As I have written previously, California environmental activists' attempts to enact local bans on fracking can run into tough legal problems -- mainly because municipal and county governments apparently don't have sufficient legal authority to prohibit the activity. Any attempt to impose a ban could trigger a "takings" lawsuit that could force the local government to pay huge sums to the oil companies for lost earnings.
A perfect case study is Los Angeles, where the City Council voted 10-0 in February to instruct City staff to draft an ordinance to "prohibit activity associated with well stimulation and hydraulic fracturing in the City of Los Angeles until safety and reliability of Los Angeles water supplies are assured." It seemed like a big victory for the anti-fracking movement.

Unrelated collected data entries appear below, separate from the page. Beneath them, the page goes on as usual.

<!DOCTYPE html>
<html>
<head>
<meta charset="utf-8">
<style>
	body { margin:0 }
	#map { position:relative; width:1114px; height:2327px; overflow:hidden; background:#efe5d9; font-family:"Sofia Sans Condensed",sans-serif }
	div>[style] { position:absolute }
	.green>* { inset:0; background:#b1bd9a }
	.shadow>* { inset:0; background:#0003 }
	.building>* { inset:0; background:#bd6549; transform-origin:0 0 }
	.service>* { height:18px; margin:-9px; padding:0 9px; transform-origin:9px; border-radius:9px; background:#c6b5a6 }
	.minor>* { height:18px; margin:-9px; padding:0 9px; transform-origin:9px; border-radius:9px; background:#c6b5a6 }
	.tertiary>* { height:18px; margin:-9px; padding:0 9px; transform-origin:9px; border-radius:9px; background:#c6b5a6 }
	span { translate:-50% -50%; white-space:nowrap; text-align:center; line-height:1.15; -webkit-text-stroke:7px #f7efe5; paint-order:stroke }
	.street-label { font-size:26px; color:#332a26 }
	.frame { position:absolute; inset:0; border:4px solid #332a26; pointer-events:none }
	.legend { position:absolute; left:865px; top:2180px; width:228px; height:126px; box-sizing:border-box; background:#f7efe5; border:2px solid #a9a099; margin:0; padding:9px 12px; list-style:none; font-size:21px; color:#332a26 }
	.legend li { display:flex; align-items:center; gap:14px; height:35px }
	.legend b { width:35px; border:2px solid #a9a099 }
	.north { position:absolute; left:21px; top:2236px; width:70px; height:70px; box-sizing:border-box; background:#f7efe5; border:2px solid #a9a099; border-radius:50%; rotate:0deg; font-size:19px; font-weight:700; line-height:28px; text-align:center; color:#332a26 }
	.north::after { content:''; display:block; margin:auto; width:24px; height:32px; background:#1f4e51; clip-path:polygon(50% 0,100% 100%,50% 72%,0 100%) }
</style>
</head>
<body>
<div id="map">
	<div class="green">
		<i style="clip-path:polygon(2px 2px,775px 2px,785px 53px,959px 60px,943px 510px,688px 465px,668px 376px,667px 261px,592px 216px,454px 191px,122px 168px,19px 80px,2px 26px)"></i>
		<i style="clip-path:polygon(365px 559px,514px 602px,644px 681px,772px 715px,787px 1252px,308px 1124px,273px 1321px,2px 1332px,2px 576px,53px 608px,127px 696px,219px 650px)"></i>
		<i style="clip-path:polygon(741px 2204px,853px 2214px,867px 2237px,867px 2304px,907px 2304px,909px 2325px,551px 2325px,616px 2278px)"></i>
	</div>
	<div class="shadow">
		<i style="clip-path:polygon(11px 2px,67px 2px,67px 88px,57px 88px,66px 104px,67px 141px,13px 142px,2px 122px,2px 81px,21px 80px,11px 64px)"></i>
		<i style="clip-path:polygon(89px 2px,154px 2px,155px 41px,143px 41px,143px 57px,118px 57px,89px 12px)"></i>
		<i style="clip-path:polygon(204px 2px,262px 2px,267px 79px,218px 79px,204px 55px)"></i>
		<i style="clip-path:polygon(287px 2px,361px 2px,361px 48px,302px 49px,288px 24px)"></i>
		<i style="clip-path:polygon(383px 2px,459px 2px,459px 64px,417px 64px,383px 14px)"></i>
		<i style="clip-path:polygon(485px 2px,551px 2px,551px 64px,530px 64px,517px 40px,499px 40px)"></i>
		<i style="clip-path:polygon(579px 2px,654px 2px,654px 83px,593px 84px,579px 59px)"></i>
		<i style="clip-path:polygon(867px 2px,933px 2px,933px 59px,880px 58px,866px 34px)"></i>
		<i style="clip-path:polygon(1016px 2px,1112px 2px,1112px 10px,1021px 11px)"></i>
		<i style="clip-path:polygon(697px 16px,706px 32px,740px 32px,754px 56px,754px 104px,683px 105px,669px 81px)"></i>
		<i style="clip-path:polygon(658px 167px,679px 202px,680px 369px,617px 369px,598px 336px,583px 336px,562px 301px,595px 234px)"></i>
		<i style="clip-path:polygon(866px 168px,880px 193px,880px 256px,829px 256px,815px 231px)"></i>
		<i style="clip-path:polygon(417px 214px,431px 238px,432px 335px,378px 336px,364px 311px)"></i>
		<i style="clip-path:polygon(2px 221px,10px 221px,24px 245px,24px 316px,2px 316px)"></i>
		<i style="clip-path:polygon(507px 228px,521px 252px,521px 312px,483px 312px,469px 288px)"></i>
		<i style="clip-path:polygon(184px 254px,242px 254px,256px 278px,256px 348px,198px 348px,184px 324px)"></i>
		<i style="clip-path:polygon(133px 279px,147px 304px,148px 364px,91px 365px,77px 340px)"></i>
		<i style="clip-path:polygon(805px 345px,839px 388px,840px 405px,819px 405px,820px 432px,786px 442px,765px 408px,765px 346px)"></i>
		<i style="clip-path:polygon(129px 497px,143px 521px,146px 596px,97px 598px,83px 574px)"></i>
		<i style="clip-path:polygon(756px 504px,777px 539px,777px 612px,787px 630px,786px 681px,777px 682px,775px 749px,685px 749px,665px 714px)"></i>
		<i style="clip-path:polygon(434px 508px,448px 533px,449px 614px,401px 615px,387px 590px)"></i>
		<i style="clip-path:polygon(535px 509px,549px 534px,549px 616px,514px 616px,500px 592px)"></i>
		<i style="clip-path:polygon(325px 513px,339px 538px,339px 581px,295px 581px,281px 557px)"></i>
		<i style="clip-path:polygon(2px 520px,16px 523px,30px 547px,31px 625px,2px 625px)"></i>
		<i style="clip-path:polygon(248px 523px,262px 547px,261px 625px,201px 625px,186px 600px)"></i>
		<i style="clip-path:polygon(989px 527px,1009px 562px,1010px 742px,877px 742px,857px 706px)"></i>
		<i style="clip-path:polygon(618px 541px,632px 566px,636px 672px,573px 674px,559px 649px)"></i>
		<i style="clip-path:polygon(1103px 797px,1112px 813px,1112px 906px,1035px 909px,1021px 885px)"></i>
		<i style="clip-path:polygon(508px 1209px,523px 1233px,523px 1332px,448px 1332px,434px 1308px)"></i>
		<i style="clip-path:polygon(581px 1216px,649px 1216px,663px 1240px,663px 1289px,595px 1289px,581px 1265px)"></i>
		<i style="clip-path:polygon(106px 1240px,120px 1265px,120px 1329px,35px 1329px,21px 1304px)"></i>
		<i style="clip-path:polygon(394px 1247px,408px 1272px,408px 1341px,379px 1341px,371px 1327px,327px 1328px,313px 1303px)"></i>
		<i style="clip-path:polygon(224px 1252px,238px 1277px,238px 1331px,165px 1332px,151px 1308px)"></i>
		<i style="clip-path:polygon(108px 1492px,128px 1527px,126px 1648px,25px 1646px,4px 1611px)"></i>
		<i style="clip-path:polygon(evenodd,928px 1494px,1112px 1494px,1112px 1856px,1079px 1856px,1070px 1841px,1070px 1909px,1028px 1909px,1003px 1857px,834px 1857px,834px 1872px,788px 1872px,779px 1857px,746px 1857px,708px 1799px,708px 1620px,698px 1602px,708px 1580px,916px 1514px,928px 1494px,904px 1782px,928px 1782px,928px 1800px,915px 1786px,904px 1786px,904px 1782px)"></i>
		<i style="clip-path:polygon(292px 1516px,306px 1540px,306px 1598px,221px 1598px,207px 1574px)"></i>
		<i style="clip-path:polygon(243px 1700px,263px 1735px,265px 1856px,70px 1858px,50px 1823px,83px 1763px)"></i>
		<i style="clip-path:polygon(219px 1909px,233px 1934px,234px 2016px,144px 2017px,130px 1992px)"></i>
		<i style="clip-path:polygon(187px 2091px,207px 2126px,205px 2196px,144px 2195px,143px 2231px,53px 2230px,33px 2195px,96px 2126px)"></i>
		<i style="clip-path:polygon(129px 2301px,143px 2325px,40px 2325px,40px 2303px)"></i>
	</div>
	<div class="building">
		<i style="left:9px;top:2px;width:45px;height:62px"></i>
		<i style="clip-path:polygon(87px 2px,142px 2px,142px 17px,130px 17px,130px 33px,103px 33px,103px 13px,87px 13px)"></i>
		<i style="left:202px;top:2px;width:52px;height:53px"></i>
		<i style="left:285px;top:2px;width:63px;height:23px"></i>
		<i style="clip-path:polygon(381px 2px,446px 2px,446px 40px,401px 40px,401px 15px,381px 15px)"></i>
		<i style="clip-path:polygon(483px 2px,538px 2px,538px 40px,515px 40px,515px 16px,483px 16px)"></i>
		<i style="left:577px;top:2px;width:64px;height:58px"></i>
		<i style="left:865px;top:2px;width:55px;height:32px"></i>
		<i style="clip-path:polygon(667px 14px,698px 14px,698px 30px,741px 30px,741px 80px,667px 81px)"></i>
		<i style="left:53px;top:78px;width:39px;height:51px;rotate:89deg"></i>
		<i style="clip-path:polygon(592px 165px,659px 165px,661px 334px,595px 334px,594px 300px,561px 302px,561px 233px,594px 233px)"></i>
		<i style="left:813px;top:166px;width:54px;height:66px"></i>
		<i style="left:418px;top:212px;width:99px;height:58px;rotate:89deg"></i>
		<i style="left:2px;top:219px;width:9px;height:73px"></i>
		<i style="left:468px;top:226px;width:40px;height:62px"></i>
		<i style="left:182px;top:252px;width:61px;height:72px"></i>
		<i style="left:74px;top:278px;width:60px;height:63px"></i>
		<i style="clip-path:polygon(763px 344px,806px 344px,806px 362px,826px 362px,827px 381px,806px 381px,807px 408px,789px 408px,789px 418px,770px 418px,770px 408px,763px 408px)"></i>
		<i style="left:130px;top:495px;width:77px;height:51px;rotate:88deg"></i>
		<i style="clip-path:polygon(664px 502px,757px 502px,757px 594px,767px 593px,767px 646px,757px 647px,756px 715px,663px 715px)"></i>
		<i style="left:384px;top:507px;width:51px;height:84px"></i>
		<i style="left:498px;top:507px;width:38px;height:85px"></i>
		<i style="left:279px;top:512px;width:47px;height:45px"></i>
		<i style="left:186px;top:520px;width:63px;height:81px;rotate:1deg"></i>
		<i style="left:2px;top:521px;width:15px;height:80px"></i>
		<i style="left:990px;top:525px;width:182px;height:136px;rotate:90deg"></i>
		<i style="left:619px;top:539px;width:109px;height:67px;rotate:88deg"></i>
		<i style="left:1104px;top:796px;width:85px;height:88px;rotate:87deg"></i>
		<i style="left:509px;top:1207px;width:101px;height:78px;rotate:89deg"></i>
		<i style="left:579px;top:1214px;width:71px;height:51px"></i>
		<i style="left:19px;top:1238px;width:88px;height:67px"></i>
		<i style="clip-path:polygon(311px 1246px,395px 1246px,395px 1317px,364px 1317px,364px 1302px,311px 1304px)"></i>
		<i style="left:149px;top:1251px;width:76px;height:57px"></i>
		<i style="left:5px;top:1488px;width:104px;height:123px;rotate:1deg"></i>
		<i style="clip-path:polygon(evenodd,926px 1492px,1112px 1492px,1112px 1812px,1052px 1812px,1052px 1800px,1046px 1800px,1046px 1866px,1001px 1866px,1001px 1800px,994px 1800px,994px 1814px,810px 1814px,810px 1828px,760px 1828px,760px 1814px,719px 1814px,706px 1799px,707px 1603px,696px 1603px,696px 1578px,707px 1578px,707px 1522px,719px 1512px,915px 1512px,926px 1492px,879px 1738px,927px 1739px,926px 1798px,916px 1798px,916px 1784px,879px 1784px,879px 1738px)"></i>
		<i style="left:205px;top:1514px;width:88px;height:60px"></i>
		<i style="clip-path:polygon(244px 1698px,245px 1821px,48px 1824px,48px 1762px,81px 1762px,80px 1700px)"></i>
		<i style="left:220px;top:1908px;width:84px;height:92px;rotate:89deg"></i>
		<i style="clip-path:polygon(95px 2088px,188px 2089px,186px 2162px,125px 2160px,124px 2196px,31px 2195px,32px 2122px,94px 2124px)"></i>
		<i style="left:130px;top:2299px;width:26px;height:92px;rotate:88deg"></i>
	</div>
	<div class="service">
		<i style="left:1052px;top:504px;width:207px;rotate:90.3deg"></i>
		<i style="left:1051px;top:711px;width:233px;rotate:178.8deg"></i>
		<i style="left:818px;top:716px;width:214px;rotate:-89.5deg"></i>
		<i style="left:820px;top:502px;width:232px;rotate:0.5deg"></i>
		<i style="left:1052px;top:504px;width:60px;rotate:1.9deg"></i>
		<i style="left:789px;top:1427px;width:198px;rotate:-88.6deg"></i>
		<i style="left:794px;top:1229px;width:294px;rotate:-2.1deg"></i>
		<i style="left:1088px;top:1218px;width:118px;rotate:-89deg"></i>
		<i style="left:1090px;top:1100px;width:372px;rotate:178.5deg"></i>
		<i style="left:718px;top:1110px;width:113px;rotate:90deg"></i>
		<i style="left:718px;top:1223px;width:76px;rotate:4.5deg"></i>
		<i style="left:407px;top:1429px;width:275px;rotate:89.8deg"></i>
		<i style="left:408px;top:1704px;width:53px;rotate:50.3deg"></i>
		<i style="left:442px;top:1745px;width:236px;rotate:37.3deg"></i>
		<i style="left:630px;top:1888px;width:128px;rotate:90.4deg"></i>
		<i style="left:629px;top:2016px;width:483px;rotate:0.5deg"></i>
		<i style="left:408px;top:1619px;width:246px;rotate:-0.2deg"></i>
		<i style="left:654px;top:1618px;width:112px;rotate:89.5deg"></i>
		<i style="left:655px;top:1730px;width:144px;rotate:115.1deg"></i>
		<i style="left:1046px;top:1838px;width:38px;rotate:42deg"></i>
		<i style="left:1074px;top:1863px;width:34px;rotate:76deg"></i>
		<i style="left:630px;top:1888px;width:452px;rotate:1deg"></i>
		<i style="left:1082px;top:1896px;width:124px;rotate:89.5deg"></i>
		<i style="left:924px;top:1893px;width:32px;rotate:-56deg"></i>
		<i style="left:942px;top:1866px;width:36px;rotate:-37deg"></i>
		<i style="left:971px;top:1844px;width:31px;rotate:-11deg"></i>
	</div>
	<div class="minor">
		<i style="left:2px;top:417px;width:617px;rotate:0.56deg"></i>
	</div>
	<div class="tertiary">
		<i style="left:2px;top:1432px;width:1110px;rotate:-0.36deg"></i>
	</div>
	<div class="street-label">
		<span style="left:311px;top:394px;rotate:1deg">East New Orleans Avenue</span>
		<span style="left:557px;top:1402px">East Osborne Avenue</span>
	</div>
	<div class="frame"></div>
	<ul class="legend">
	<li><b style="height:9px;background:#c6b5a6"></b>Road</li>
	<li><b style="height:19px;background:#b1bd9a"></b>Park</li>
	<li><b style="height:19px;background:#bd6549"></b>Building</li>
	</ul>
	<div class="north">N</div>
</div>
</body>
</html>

Last week, however, City staff took the extraordinary step of refusing to obey the Council's decision. A report to Council by the Department of City Planning suggested a fracking ban might be illegal under state law. "There remains legal uncertainty around the extent of local government authority to regulate or prohibit well stimulation treatments," the report said. "As such, the Department recommends against pursuing interim or permanent regulations governing well stimulation at this time." The report doesn't say so explicitly, but it's fair to assume this language was dictated word for word by L.A. City Attorney Mike Feuer.
Instead of a fracking ban, the staff report recommended a tightening of land-use rules and requiring mitigation of any environmental damage caused by oil drilling. However, the report said city staff lacked technical expertise to draw up those rules and recommended hiring a technical expert "to provide the scientific perspective and analysis from which new performance standards can be established."
Which sounds a lot like SB4, the fracking regulatory law authored by Sen. Fran Pavley and enacted in 2013. It was pilloried by fractivists as a sellout, but it has ushered in a powerful package of regulations that is proving to be a big success story, as I noted in a previous post.
The L.A. legal pushback carries echoes from the nearby city of Compton. As the staff report pointedly states on its page 2:
Although a number of Federal regulations govern well stimulation processes, States have regulatory primacy. Now that well stimulation treatments have been brought to public attention, issues surrounding State preemption over local authority are being determined. For example, on July 21, 2014, Western States Petroleum Association ("WSPA") — through the law firm of Latham & Watkins LLP – sued the City of Compton, the City Council, and the Mayor for declaratory and injunctive relief challenging an ordinance prohibiting hydraulic fracturing, acidizing, and other well stimulation activities. WSPA alleges that the ordinance is unconstitutional because it purports to regulate a field that is fully occupied by state law — i.e., the method and manner of oil and gas extraction – and therefore, is preempted. "By banning only the well stimulation activities set forth in the Ordinance while continuing to allow oil production activities themselves, the City has purported to regulate the method and manner of oil and gas extraction in the City."(Compl. ¶53.) On September 23, 2014 the City Council of Compton withdrew the moratorium. The Los Angeles City Attorney's Office is actively monitoring the outcome of this action.
Around California, fracking fights got mixed results on Election Day. Bans on fracking were approved in San Benito County, which has little oil activity, by 57.4 percent to 42.6 percent, and in Mendocino County, with zero oil activity, by 67.2 percent to 32.8 percent. But in Santa Barbara County, where a signficant amount of oil production takes place, a fracking ban lost badly, 37.4 percent to 62.6 percent, after the oil industry spent $7 million against it. Oil industry groups had threatened to file suit in Santa Barbara County if that ban had passed, but they appear to have remained mum in the other two counties -- presumably because they have no skin in the game there. Maybe they'll sue anyway, or maybe they won't bother.
As I wrote in a post mentioned above:
Because fracking and acidizing are often carried out in existing, vested fields as well as new fields, it's likely that most if not all existing fields will be excluded from local and state fracking bans in the future. If they're not excluded -- as some environmental groups seem to prefer -- it could be very profitable for the oil companies. Why actually pump oil when you can just sue the local or state government and get paid megabucks for not producing a drop?
If Venoco, Plains Exploration, Occidental, Chevron and other oil companies active in California were really thinking smart, they would secretly funnel some generous contributions to the environmental groups that are trying to shut them down.
Elsewhere in the nation, however, the legal situation is not so clean cut. In New York (which currently has a fracking moratorium) and Pennsylvania, courts have ruled that communities do have the right to ban fracking. In Colorado, Gov. John Hickenlooper and the Legislature made a controversial agreement this year to allow local communities to enact land-use regulations on fracking but to keep in state hands the authority over any potential ban. In other states, communities have enacted fracking bans with uncertain legal authority.
Whoever eventually wins all these fracking fights, one thing is certain -- the lawyers will get rich.